** Information given follows **
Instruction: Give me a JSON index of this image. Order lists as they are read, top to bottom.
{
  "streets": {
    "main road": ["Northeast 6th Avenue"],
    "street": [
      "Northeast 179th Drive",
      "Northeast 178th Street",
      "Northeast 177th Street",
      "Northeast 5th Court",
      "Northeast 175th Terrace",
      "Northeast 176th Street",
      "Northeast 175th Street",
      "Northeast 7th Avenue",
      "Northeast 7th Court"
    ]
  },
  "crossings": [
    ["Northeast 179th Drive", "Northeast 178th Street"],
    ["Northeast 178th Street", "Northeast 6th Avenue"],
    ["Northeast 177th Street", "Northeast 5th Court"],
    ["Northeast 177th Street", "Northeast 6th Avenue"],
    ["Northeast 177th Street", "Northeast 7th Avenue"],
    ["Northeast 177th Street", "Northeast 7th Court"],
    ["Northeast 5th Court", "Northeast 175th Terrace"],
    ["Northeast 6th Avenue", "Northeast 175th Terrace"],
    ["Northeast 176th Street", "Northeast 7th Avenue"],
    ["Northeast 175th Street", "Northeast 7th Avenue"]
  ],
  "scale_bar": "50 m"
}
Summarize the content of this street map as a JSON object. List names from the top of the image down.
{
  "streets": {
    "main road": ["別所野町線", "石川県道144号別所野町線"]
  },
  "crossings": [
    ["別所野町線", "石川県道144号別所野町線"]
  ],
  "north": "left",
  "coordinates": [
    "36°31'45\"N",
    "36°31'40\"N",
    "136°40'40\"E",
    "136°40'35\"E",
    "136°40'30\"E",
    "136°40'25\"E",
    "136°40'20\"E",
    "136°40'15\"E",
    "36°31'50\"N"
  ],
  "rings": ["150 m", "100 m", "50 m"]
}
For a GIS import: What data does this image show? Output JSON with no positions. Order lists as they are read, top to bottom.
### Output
** End of Information given **
== Exercise goal ==
Please report only the count of lines in the entries above where the word "Output" appears.

== Written reply ==
2